Functions to accelerate activation functions in Synet Framework. More...

Functions
SIMD_API void	SimdSynetElu32f (const float src, size_t size, const float alpha, float *dst)
	Calculates ELU activation for an FP32 array. More...

SIMD_API void	SimdSynetGelu32f (const float src, size_t size, float dst)
	Calculates exact GELU activation for an FP32 array. More...

SIMD_API void	SimdSynetHardSigmoid32f (const float src, size_t size, const float scale, const float shift, float dst)
	Calculates HardSigmoid activation for an FP32 array. More...

SIMD_API void	SimdSynetHswish32f (const float src, size_t size, const float shift, const float scale, float dst)
	Calculates H-Swish activation for an FP32 array. More...

SIMD_API void	SimdSynetMish32f (const float src, size_t size, const float threshold, float *dst)
	Calculates Mish activation function (https://arxiv.org/abs/1908.08681) for an FP32 array. More...

SIMD_API void	SimdSynetPreluLayerForward (const float src, const float slope, size_t channels, size_t spatial, float *dst, SimdTensorFormatType format)
	Performs PReLU activation with one slope per channel for an FP32 tensor. More...

SIMD_API void	SimdSynetRelu32f (const float src, size_t size, const float slope, float *dst)
	Calculates leaky ReLU function for FP32 array. More...

SIMD_API void	SimdSynetRelu16b (const uint16_t src, size_t size, const float slope, uint16_t *dst)
	Calculates leaky ReLU function for BF16 array. More...

SIMD_API void	SimdSynetRestrictRange32f (const float src, size_t size, const float lower, const float upper, float dst)
	Clamps FP32 array values to a given range. More...

SIMD_API void	SimdSynetSigmoid32f (const float src, size_t size, const float slope, float *dst)
	Calculates sigmoid function for FP32 array. More...

SIMD_API void	SimdSynetSoftplus32f (const float src, size_t size, const float beta, const float threshold, float dst)
	Applies Softplus activation to a 32-bit floating point array. More...
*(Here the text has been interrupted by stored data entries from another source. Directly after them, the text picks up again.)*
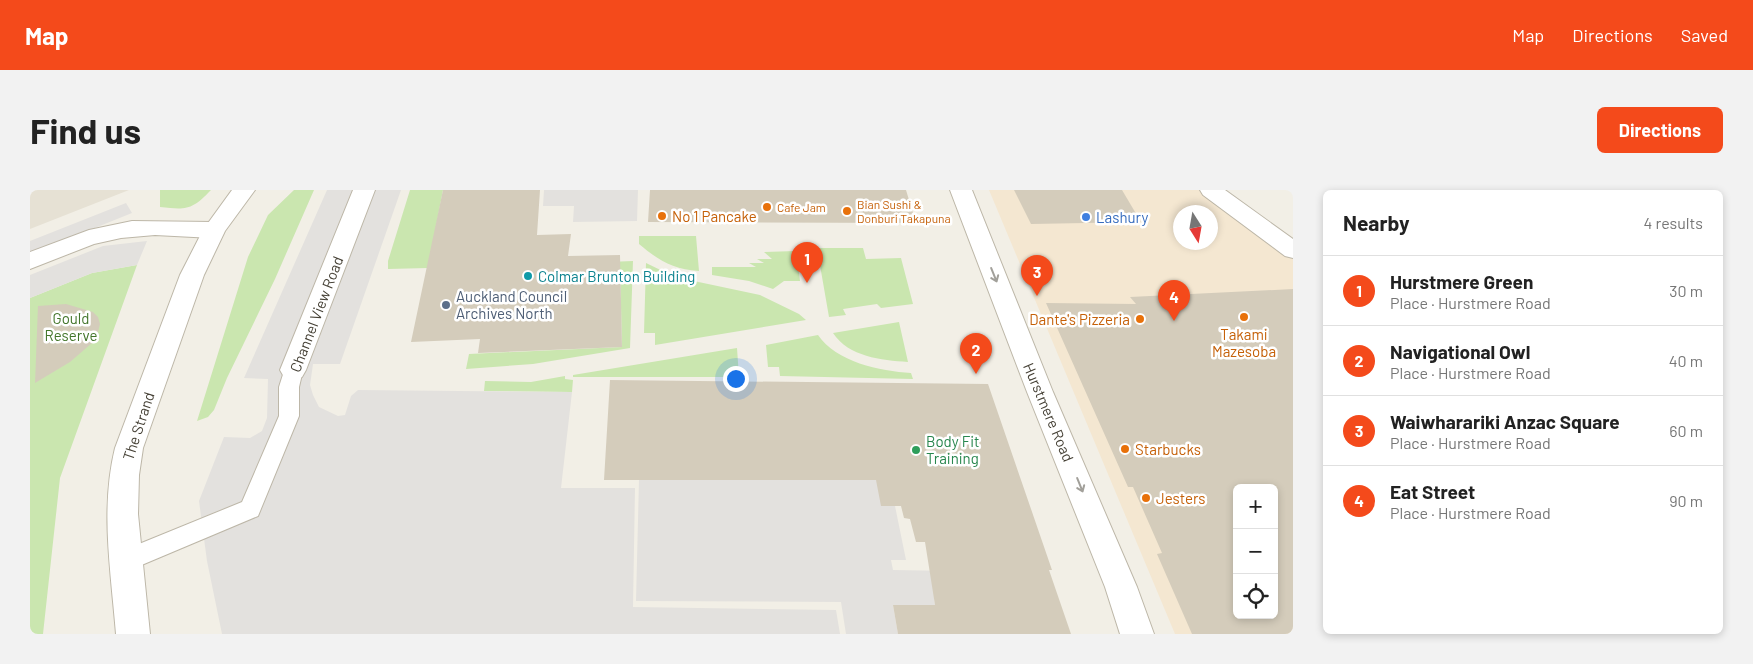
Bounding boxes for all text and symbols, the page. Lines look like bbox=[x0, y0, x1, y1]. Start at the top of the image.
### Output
text: Map bbox=[25, 21, 68, 50]
text: Map bbox=[1512, 24, 1544, 46]
text: Directions bbox=[1572, 24, 1653, 46]
text: Saved bbox=[1681, 24, 1728, 46]
button: Directions bbox=[1597, 107, 1723, 153]
text: Find us bbox=[30, 109, 141, 151]
place label: Bian Sushi & Donburi Takapuna bbox=[857, 197, 951, 225]
place label: Cafe Jam bbox=[777, 200, 826, 214]
marker: Cafe Jam bbox=[761, 201, 773, 213]
marker: Bian Sushi & Donburi Takapuna bbox=[841, 205, 853, 217]
north arrow bbox=[1173, 205, 1218, 250]
place label: No 1 Pancake bbox=[672, 207, 757, 225]
place label: Lashury bbox=[1096, 208, 1148, 226]
marker: No 1 Pancake bbox=[656, 210, 668, 222]
text: Nearby bbox=[1343, 210, 1409, 235]
marker: Lashury bbox=[1080, 211, 1092, 223]
text: 4 results bbox=[1643, 213, 1703, 232]
pin: 1 bbox=[791, 242, 823, 283]
street label: Channel View Road bbox=[286, 253, 346, 375]
pin: 3 bbox=[1021, 255, 1053, 296]
place label: Colmar Brunton Building bbox=[538, 267, 695, 285]
one-way arrow bbox=[990, 267, 999, 282]
marker: Colmar Brunton Building bbox=[522, 270, 534, 282]
text: Hurstmere Green bbox=[1390, 270, 1533, 293]
pin: 4 bbox=[1158, 280, 1190, 321]
text: 1 bbox=[1356, 281, 1362, 300]
text: 30 m bbox=[1669, 281, 1703, 300]
place label: Auckland Council Archives North bbox=[456, 287, 567, 322]
text: Place · Hurstmere Road bbox=[1390, 293, 1551, 312]
marker: Auckland Council Archives North bbox=[440, 299, 452, 311]
park label: Gould Reserve bbox=[45, 309, 97, 344]
place label: Dante's Pizzeria bbox=[1029, 310, 1130, 328]
marker: Takami Mazesoba bbox=[1238, 311, 1250, 323]
marker: Dante's Pizzeria bbox=[1134, 313, 1146, 325]
place label: Takami Mazesoba bbox=[1212, 325, 1276, 360]
pin: 2 bbox=[960, 333, 992, 374]
text: Navigational Owl bbox=[1390, 340, 1530, 363]
text: 2 bbox=[1355, 351, 1363, 370]
text: 40 m bbox=[1669, 351, 1703, 370]
street label: Hurstmere Road bbox=[1020, 360, 1078, 464]
text: Place · Hurstmere Road bbox=[1390, 363, 1551, 382]
your location bbox=[723, 366, 749, 392]
street label: The Strand bbox=[118, 389, 158, 463]
text: Waiwharariki Anzac Square bbox=[1390, 410, 1620, 433]
text: 3 bbox=[1355, 421, 1363, 440]
text: 60 m bbox=[1669, 421, 1703, 440]
place label: Body Fit Training bbox=[926, 432, 980, 467]
text: Place · Hurstmere Road bbox=[1390, 433, 1551, 452]
place label: Starbucks bbox=[1135, 440, 1201, 458]
marker: Starbucks bbox=[1119, 443, 1131, 455]
marker: Body Fit Training bbox=[910, 444, 922, 456]
one-way arrow bbox=[1075, 477, 1085, 492]
text: Eat Street bbox=[1390, 480, 1475, 503]
map controls bbox=[1233, 484, 1278, 619]
button: + bbox=[1233, 484, 1278, 529]
place label: Jesters bbox=[1156, 489, 1206, 507]
text: 4 bbox=[1354, 491, 1364, 510]
text: 90 m bbox=[1669, 491, 1703, 510]
marker: Jesters bbox=[1140, 492, 1152, 504]
text: Place · Hurstmere Road bbox=[1390, 503, 1551, 522]
button: − bbox=[1233, 529, 1278, 574]
button: locate bbox=[1233, 574, 1278, 619]

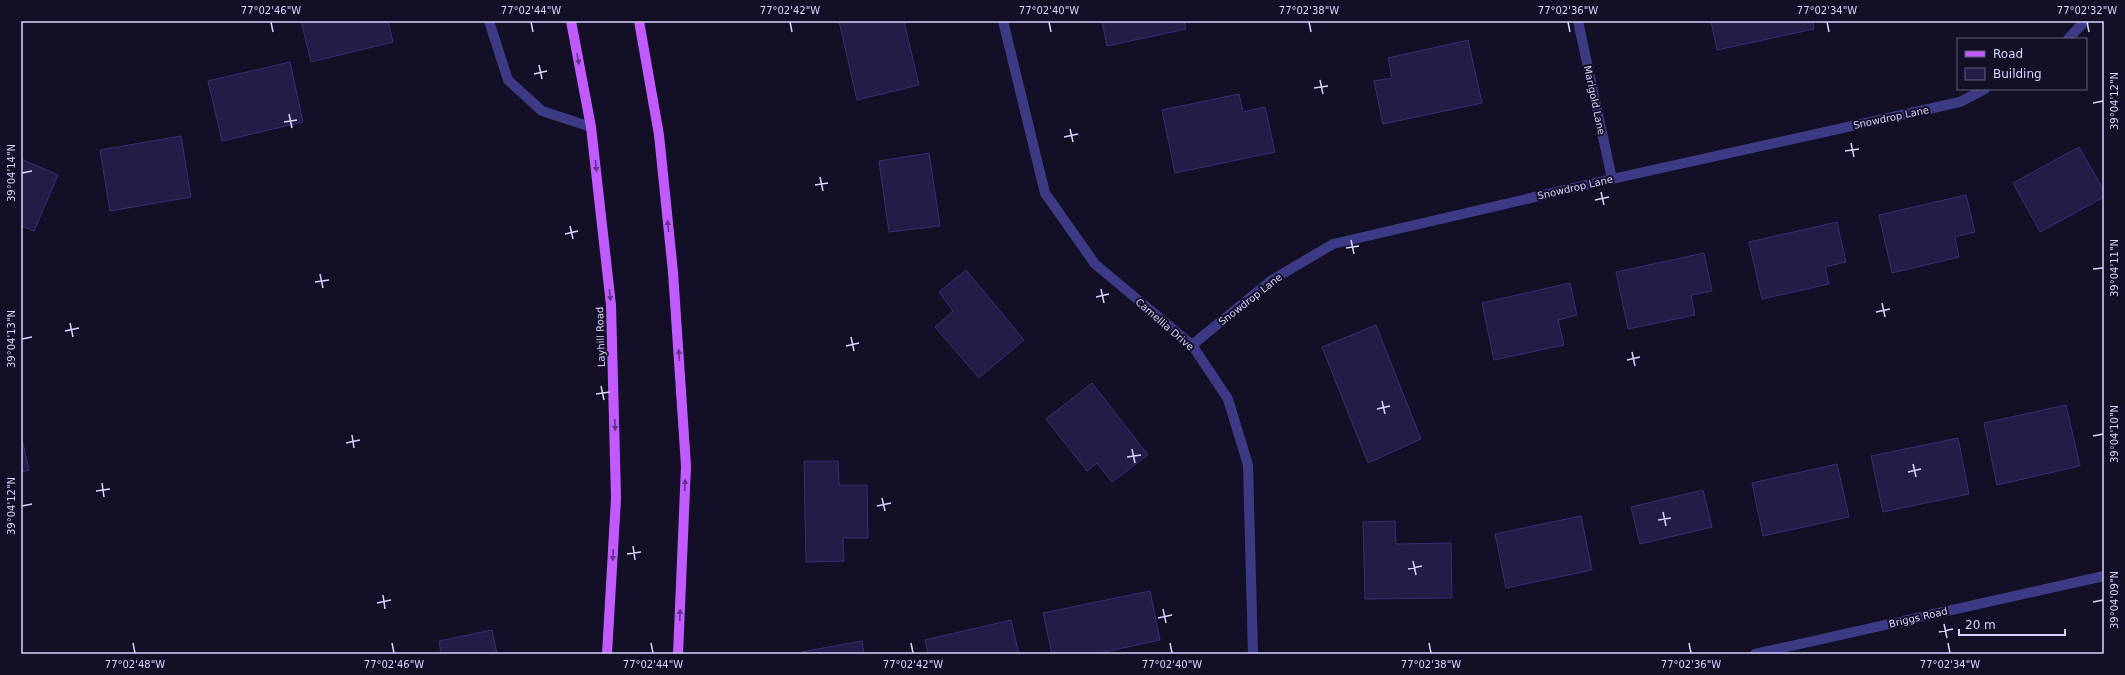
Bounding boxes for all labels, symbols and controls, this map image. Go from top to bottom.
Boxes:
text: 77°02'46"W [241,5,301,16]
text: 77°02'44"W [501,5,561,16]
text: 77°02'42"W [760,5,820,16]
text: 77°02'40"W [1019,5,1079,16]
text: 77°02'38"W [1279,5,1339,16]
text: 77°02'36"W [1538,5,1598,16]
text: 77°02'34"W [1797,5,1857,16]
text: 77°02'32"W [2057,5,2117,16]
legend [1957,38,2087,90]
text: Road [1993,47,2023,61]
one-way arrow [576,53,582,65]
street label: Marigold Lane [1582,64,1607,136]
text: Building [1993,67,2042,81]
text: 39°04'12"N [2109,72,2120,130]
street label: Snowdrop Lane [1852,104,1930,131]
text: 39°04'14"N [6,144,17,202]
one-way arrow [592,159,599,172]
street label: Snowdrop Lane [1536,173,1614,202]
one-way arrow [665,220,672,232]
text: 39°04'11"N [2109,239,2120,297]
street label: Snowdrop Lane [1217,271,1284,327]
one-way arrow [607,289,613,301]
street label: Camellia Drive [1133,296,1196,353]
street label: Layhill Road [594,307,607,367]
text: 39°04'13"N [6,310,17,368]
one-way arrow [675,349,682,361]
text: 39°04'10"N [2109,405,2120,463]
one-way arrow [611,419,618,431]
text: 39°04'12"N [6,477,17,535]
one-way arrow [682,478,688,491]
one-way arrow [609,548,616,561]
text: 39°04'09"N [2109,571,2120,629]
street label: Briggs Road [1888,605,1949,630]
one-way arrow [676,609,683,621]
scale bar [1959,611,2065,637]
text: 20 m [1965,618,1996,632]
text: 77°02'48"W [105,659,165,670]
text: 77°02'46"W [364,659,424,670]
text: 77°02'44"W [623,659,683,670]
text: 77°02'42"W [883,659,943,670]
text: 77°02'40"W [1142,659,1202,670]
text: 77°02'38"W [1401,659,1461,670]
text: 77°02'36"W [1661,659,1721,670]
text: 77°02'34"W [1920,659,1980,670]

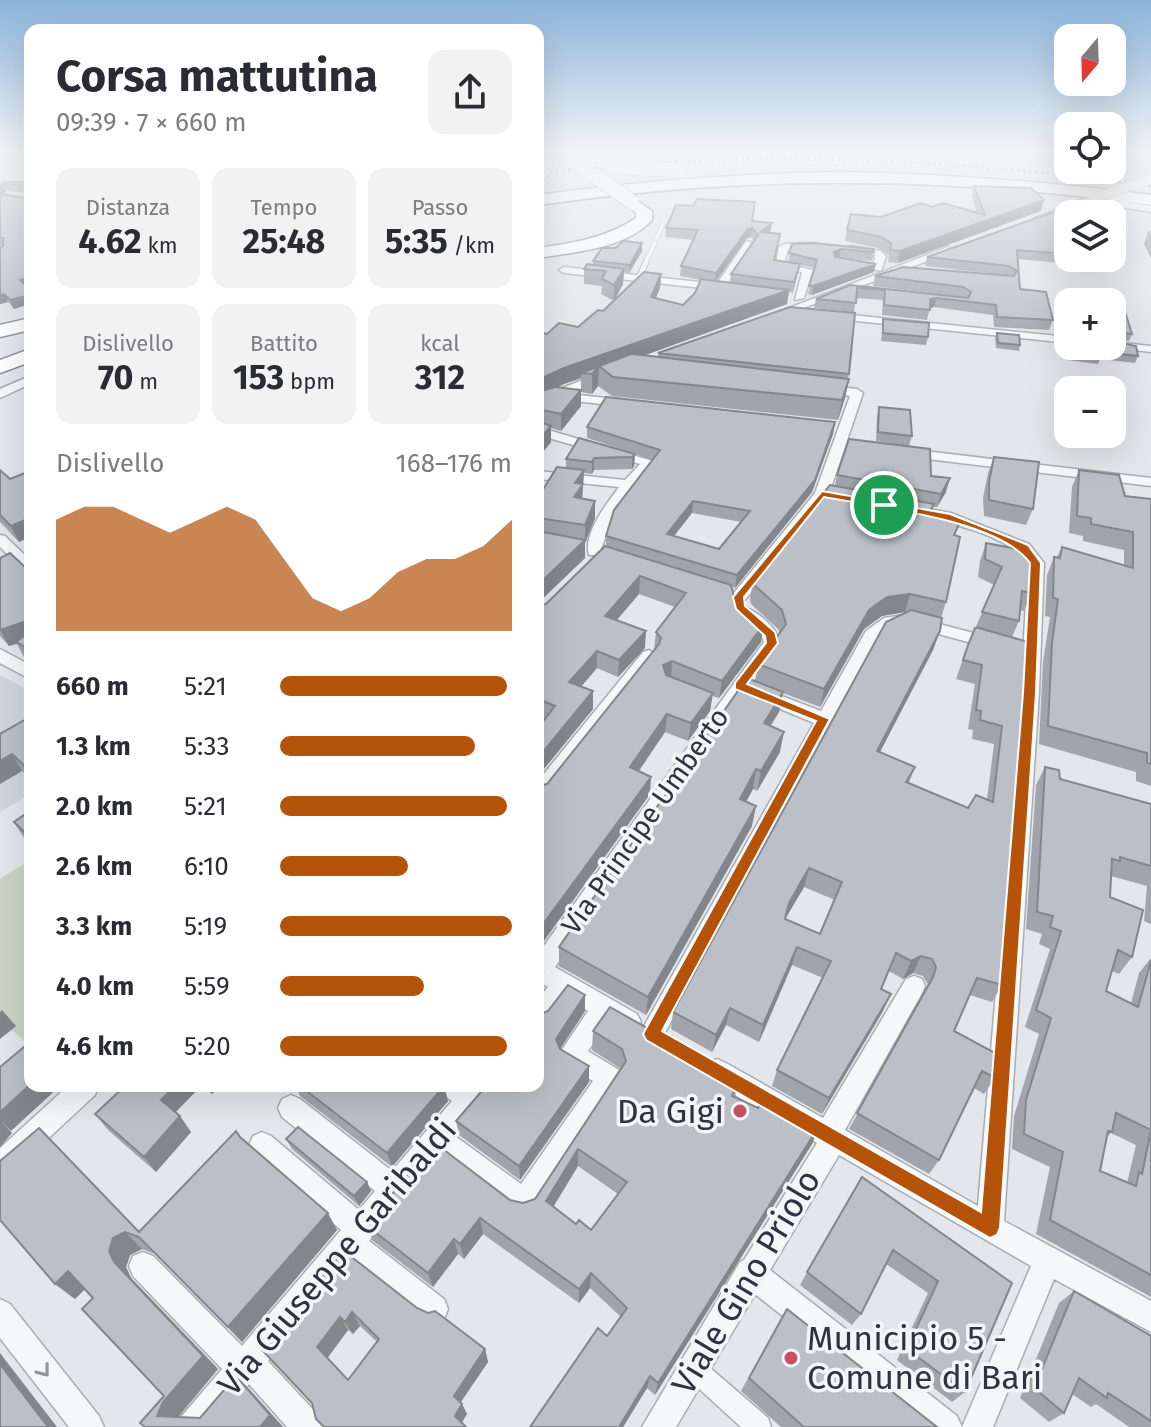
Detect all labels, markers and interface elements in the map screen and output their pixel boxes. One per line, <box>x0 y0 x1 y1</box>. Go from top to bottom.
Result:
north arrow <box>1054 24 1126 96</box>
map controls <box>1054 24 1126 448</box>
text: Corsa mattutina <box>56 50 378 103</box>
button: share <box>428 50 512 134</box>
text: 09:39 · 7 × 660 m <box>56 107 246 138</box>
button: locate <box>1054 112 1126 184</box>
text: Distanza <box>86 194 170 221</box>
text: Tempo <box>251 194 317 221</box>
text: Passo <box>412 194 468 221</box>
button: layers <box>1054 200 1126 272</box>
text: 4.62 <box>78 221 142 262</box>
text: 25:48 <box>243 221 325 262</box>
text: 5:35 <box>385 221 448 262</box>
text: km <box>142 232 178 259</box>
text: /km <box>448 232 495 259</box>
button: + <box>1054 288 1126 360</box>
text: Dislivello <box>82 330 174 357</box>
text: Battito <box>250 330 318 357</box>
text: kcal <box>420 330 460 357</box>
text: 70 <box>98 357 133 398</box>
text: 153 <box>233 357 284 398</box>
text: 312 <box>415 357 465 398</box>
text: m <box>133 368 158 395</box>
text: bpm <box>284 368 335 395</box>
button: − <box>1054 376 1126 448</box>
text: Dislivello <box>56 448 164 479</box>
text: 168–176 m <box>396 448 512 479</box>
pin <box>850 471 918 539</box>
icon: arrive <box>862 483 906 527</box>
text: 660 m <box>56 671 129 702</box>
text: 5:21 <box>184 671 227 702</box>
street label: Via Principe Umberto <box>554 701 736 941</box>
text: 1.3 km <box>56 731 131 762</box>
text: 5:33 <box>184 731 229 762</box>
text: 2.0 km <box>56 791 133 822</box>
text: 5:21 <box>184 791 227 822</box>
text: 2.6 km <box>56 851 133 882</box>
text: 6:10 <box>184 851 229 882</box>
text: 3.3 km <box>56 911 132 942</box>
text: 5:19 <box>184 911 227 942</box>
text: 4.0 km <box>56 971 134 1002</box>
text: 5:59 <box>184 971 230 1002</box>
text: 4.6 km <box>56 1031 134 1062</box>
text: 5:20 <box>184 1031 231 1062</box>
place label: Da Gigi <box>617 1091 724 1132</box>
marker: Da Gigi <box>731 1102 749 1120</box>
street label: Via Giuseppe Garibaldi <box>209 1110 465 1404</box>
street label: Viale Gino Priolo <box>663 1162 829 1402</box>
place label: Municipio 5 - Comune di Bari <box>807 1318 1042 1398</box>
marker: Municipio 5 - Comune di Bari <box>782 1349 800 1367</box>
one-way arrow <box>34 1362 48 1376</box>

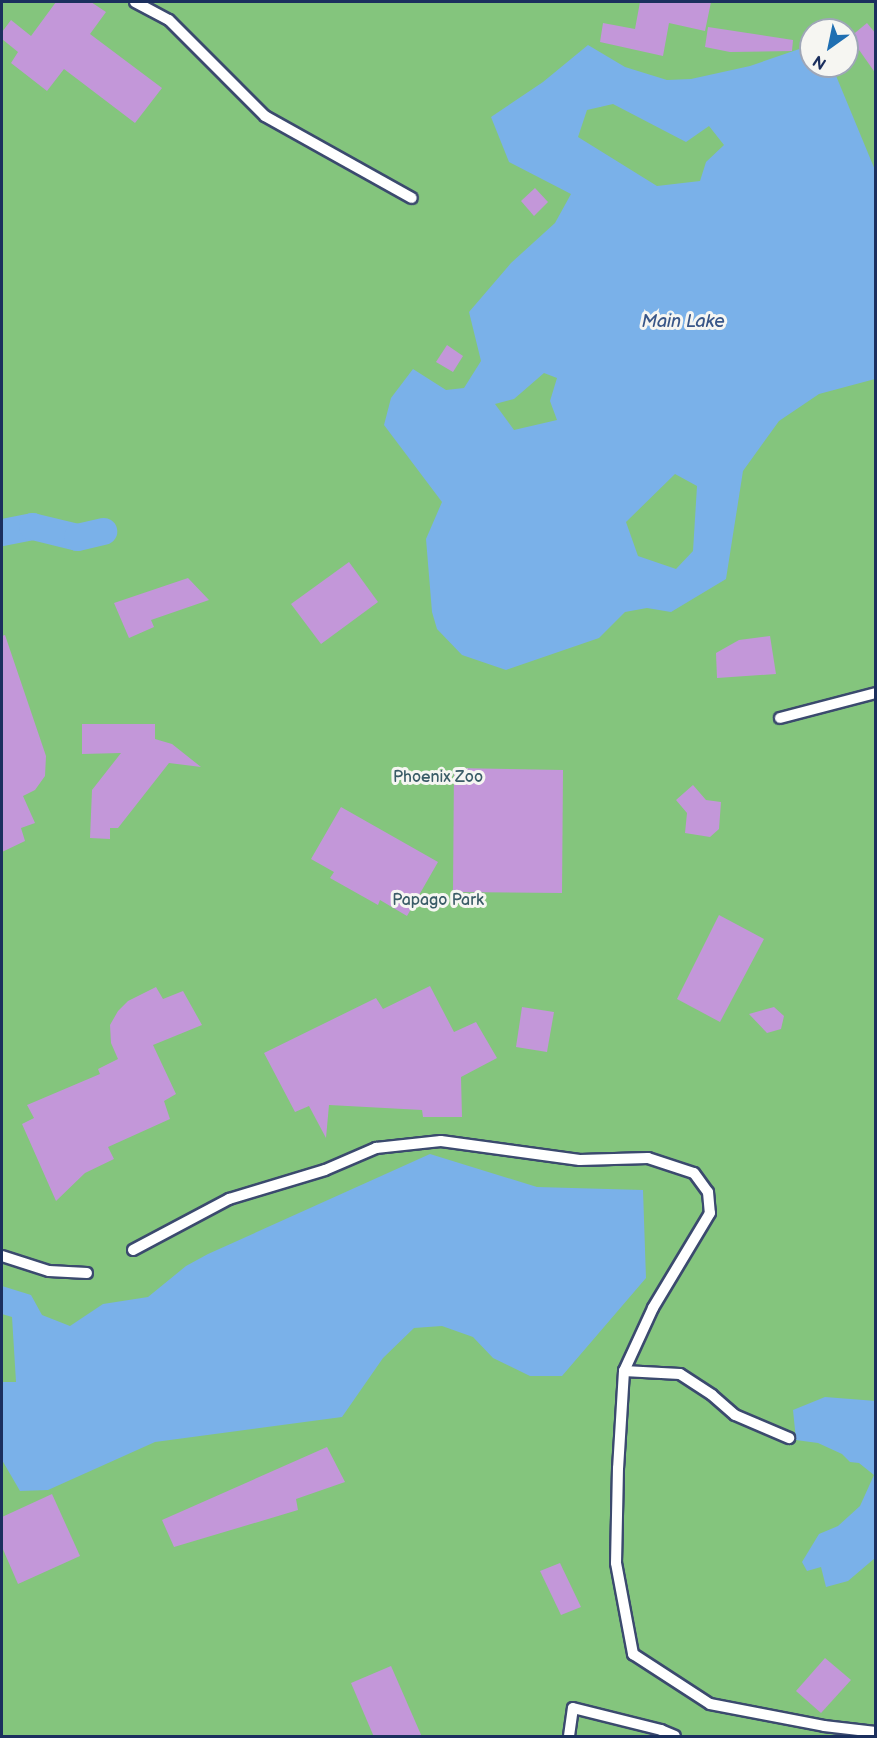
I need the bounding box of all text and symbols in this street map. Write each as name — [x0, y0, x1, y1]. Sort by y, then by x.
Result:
north arrow — [799, 18, 859, 78]
text: N — [810, 51, 830, 73]
water label: Main Lake — [641, 311, 725, 333]
park label: Phoenix Zoo — [393, 768, 483, 788]
park label: Papago Park — [392, 891, 484, 911]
SIMD_API void	SimdSynetSwish32f (const float src, size_t size, const float slope, float *dst)
	Applies Swish activation to a 32-bit floating point array. More...

SIMD_API void	SimdSynetTanh32f (const float src, size_t size, const float slope, float *dst)
	Applies hyperbolic tangent activation to a 32-bit floating point array. More...

Detailed Description

Functions to accelerate activation functions in Synet Framework.

Function Documentation

◆ SimdSynetElu32f()

void SimdSynetElu32f	(	const float *	src,
		size_t	size,
		const float *	alpha,
		float *	dst
	)

Calculates ELU activation for an FP32 array.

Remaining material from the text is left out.